Burlington 802.864.0217       Middlebury 802.388.6356 Payments


Boundary Disputes Between Neighbors Get Complicated and Destructive

In LeBlac v. Snelgrove, 2015 VT 112 (August 28, 2015), the Vermont Supreme Court considered many issues in an appeal of a boundary dispute, involving trespass, unlawful mischief, ejectment, conversion, agency, equitable estoppel, and right to a jury trial, with mixed results.

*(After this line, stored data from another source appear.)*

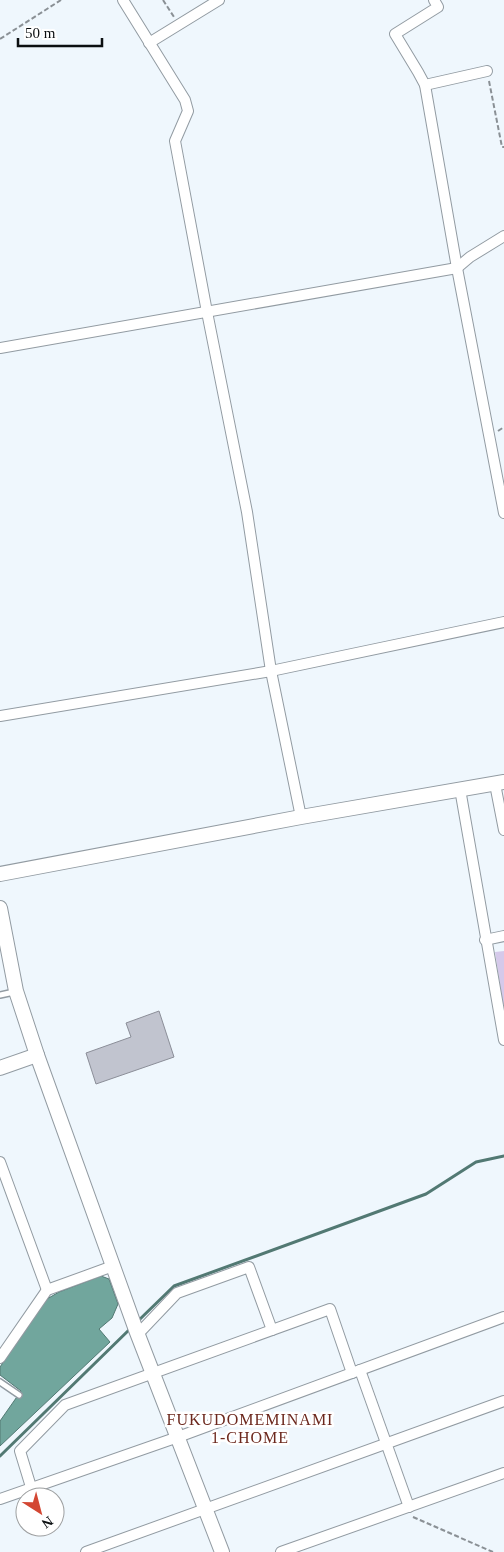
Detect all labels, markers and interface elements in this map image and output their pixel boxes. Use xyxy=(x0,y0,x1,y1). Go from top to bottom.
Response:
scale bar xyxy=(18,15,101,47)
text: 50 m xyxy=(25,25,56,41)
district label: FUKUDOMEMINAMI 1-CHOME xyxy=(167,1411,333,1446)
north arrow xyxy=(15,1487,65,1537)
text: N xyxy=(39,1513,56,1531)

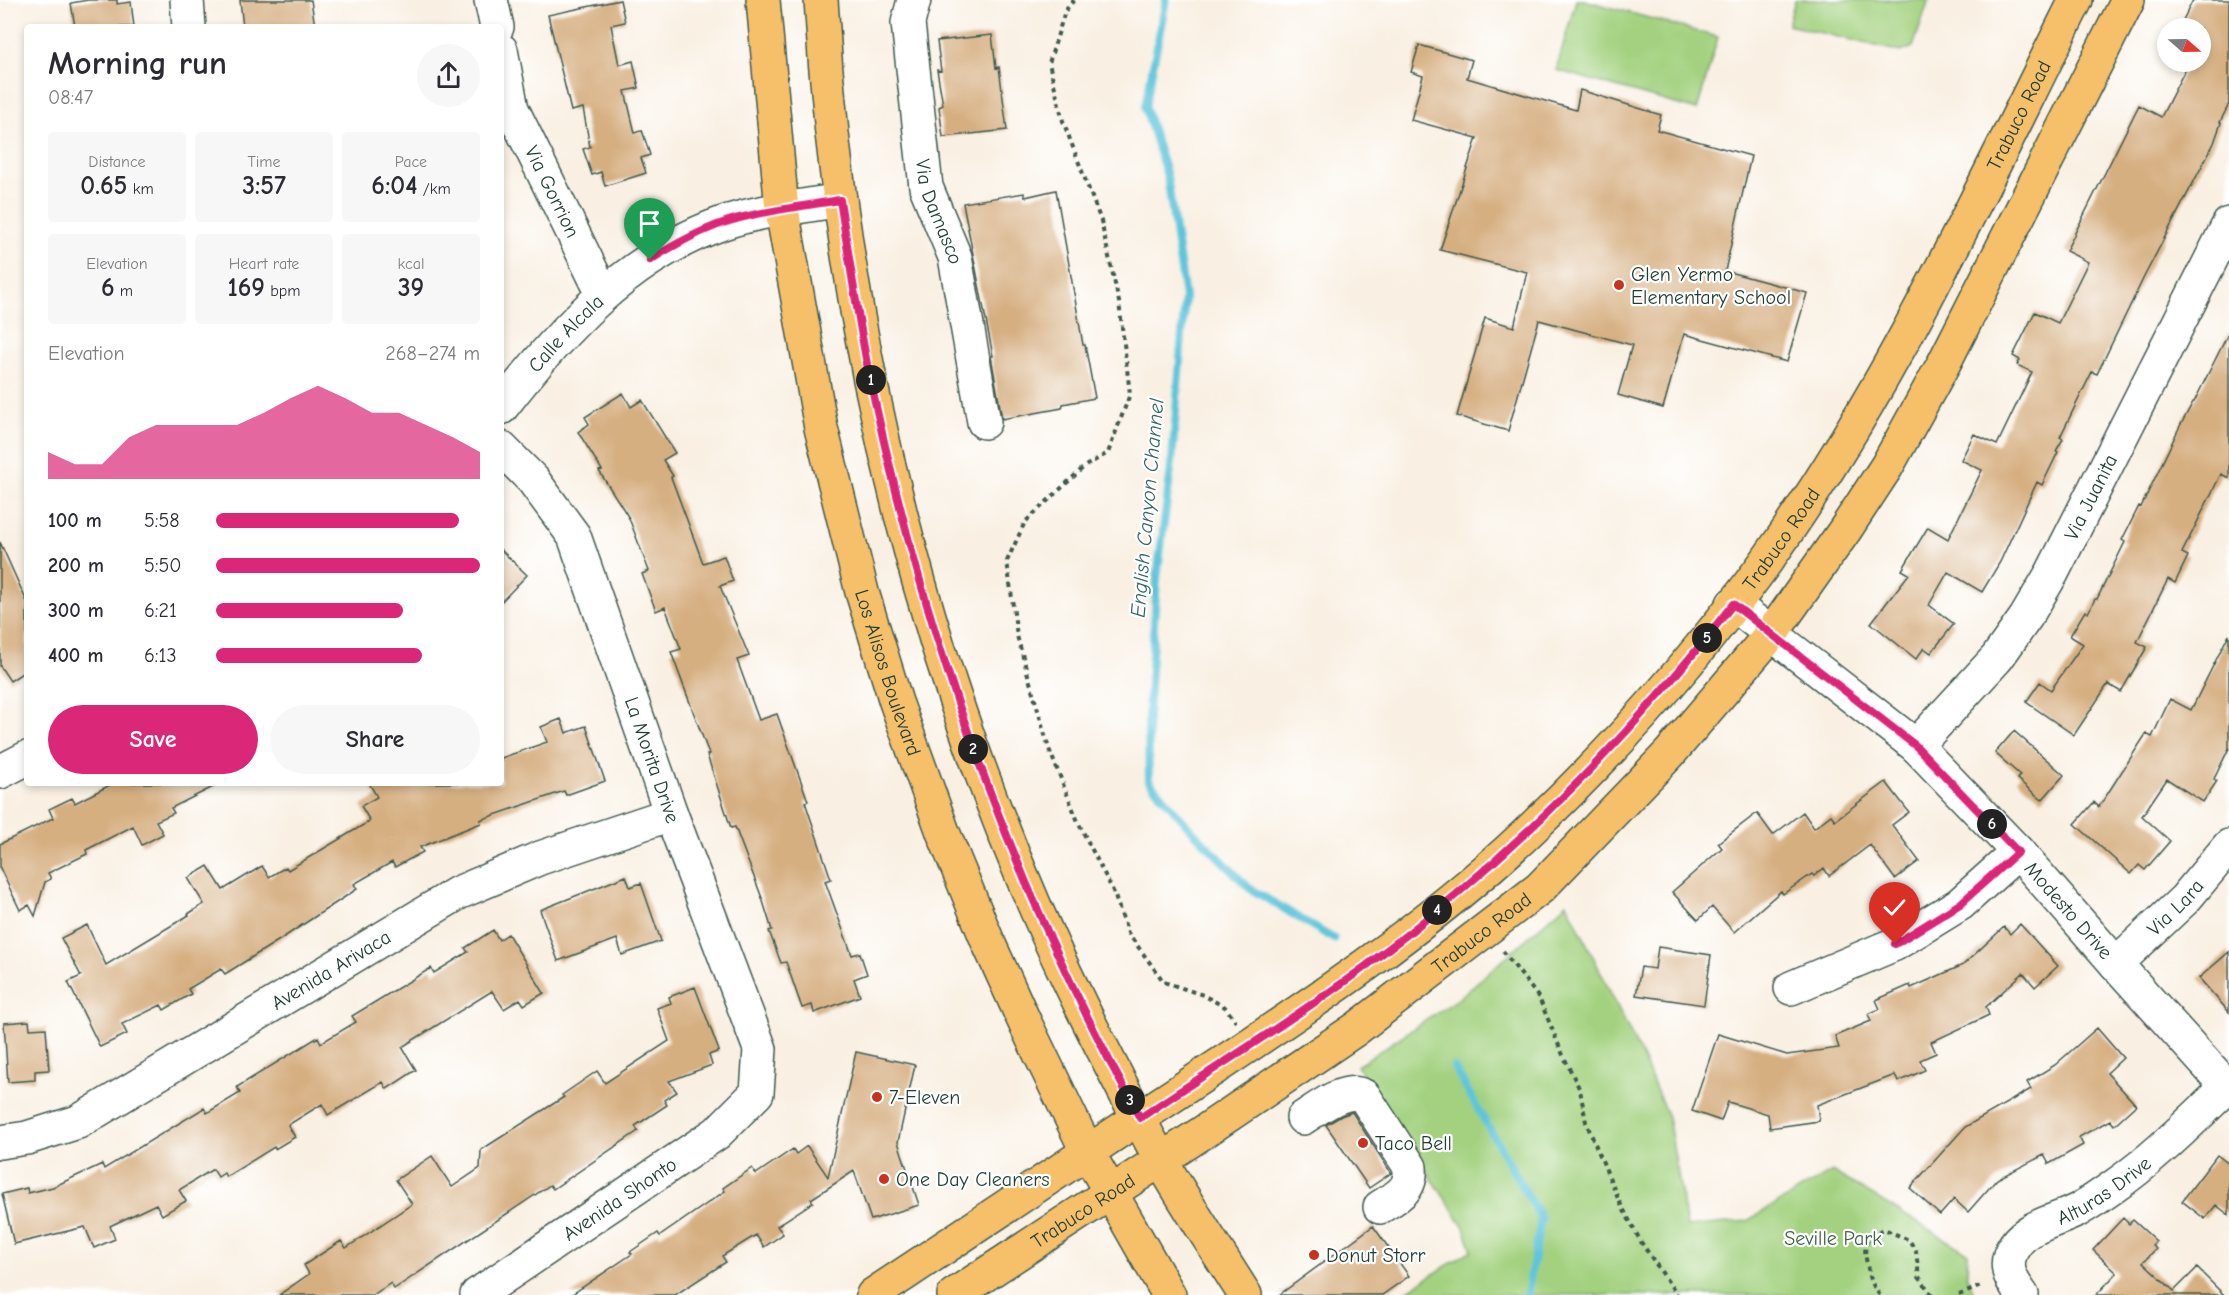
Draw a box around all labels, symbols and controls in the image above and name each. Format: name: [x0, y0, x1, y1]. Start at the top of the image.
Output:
north arrow: [2157, 18, 2211, 72]
map controls: [2157, 18, 2211, 72]
text: Morning run: [48, 44, 227, 82]
button: share: [417, 44, 480, 107]
street label: Trabuco Road: [1982, 57, 2055, 174]
text: 08:47: [48, 86, 93, 109]
street label: Via Gorrion: [520, 142, 585, 241]
text: Distance: [88, 153, 146, 171]
text: Time: [247, 153, 281, 171]
text: Pace: [395, 153, 427, 171]
street label: Via Damasco: [912, 158, 967, 266]
text: 0.65: [80, 171, 127, 201]
text: 3:57: [242, 171, 286, 201]
text: 6:04: [371, 171, 417, 201]
text: km: [127, 180, 154, 198]
text: /km: [417, 180, 451, 198]
pin: [624, 198, 675, 260]
icon: arrive: [633, 207, 666, 240]
text: Elevation: [86, 255, 148, 273]
text: Heart rate: [229, 255, 299, 273]
text: kcal: [398, 255, 424, 273]
place label: Glen Yermo Elementary School: [1631, 263, 1791, 309]
text: 6: [101, 273, 115, 303]
text: 169: [227, 273, 265, 303]
text: 39: [398, 273, 424, 303]
marker: Glen Yermo Elementary School: [1612, 278, 1626, 292]
text: m: [115, 282, 133, 300]
text: bpm: [265, 282, 301, 300]
street label: Calle Alcala: [523, 289, 608, 377]
text: Elevation: [48, 342, 125, 365]
text: 268–274 m: [385, 342, 480, 365]
pin: 1: [856, 365, 886, 395]
text: 1: [868, 371, 874, 389]
water label: English Canyon Channel: [1125, 397, 1169, 618]
street label: Via Juanita: [2059, 450, 2122, 544]
street label: Trabuco Road: [1738, 483, 1825, 595]
text: 100 m: [48, 509, 102, 532]
text: 5:58: [144, 509, 180, 532]
text: 200 m: [48, 554, 104, 577]
text: 5:50: [144, 554, 181, 577]
street label: Los Alisos Boulevard: [850, 587, 926, 759]
text: 300 m: [48, 599, 104, 622]
text: 6:21: [144, 599, 177, 622]
pin: 5: [1692, 623, 1722, 653]
text: 5: [1703, 629, 1711, 647]
text: 400 m: [48, 644, 103, 667]
text: 6:13: [144, 644, 177, 667]
street label: La Morita Drive: [620, 694, 684, 826]
button: Save: [48, 705, 258, 774]
button: Share: [270, 705, 480, 774]
pin: 2: [958, 734, 988, 764]
text: 2: [969, 740, 977, 758]
pin: 6: [1977, 809, 2007, 839]
text: 6: [1988, 815, 1996, 833]
street label: Modesto Drive: [2020, 857, 2118, 964]
street label: Via Lara: [2142, 874, 2208, 940]
pin: [1869, 882, 1920, 944]
street label: Trabuco Road: [1427, 887, 1536, 978]
icon: check: [1878, 891, 1911, 924]
pin: 4: [1422, 895, 1452, 925]
text: 4: [1433, 901, 1441, 919]
street label: Avenida Arivaca: [267, 925, 395, 1014]
pin: 3: [1115, 1085, 1145, 1115]
place label: 7-Eleven: [889, 1086, 960, 1109]
marker: 7-Eleven: [870, 1090, 884, 1104]
text: 3: [1126, 1091, 1134, 1109]
place label: Taco Bell: [1375, 1132, 1452, 1155]
marker: Taco Bell: [1356, 1136, 1370, 1150]
street label: Alturas Drive: [2054, 1151, 2155, 1229]
street label: Avenida Shonto: [558, 1152, 681, 1245]
place label: One Day Cleaners: [896, 1168, 1049, 1191]
street label: Trabuco Road: [1027, 1168, 1139, 1253]
marker: One Day Cleaners: [877, 1172, 891, 1186]
park label: Seville Park: [1784, 1227, 1882, 1250]
place label: Donut Storr: [1326, 1244, 1426, 1267]
marker: Donut Storr: [1307, 1248, 1321, 1262]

Issue: Defendant replaced his boathouse and added retaining walls that encroached on his neighbor’s property. The neighbor sued for declaratory and injunctive relief with claims of ejectment, trespass, and unlawful-mischief. Defendant counterclaimed to quiet title and for damages for acts of vandalism involving the use of chainsaws to mark the boundary in his new boathouse. The parties agreed that to a trial by judge regarding the location of the boundary, with the remainder of the claims to be decided by the jury. The judge ruled that the boathouse encroached on the neighbors’ property. However, it also ruled that an easement allowed the encroachment, resulting in a judgment for Defendant. It also ruled that the neighbors’ father was the neighbor’s agent, that the father consented to the encroachment, and that equitable estoppel prevented the neighbor from objecting. The trial court did not issue an order for costs to the prevailing party on one of the claims or issue a decision on an ancillary claim regarding spring rights. Both parties appealed on multiple grounds.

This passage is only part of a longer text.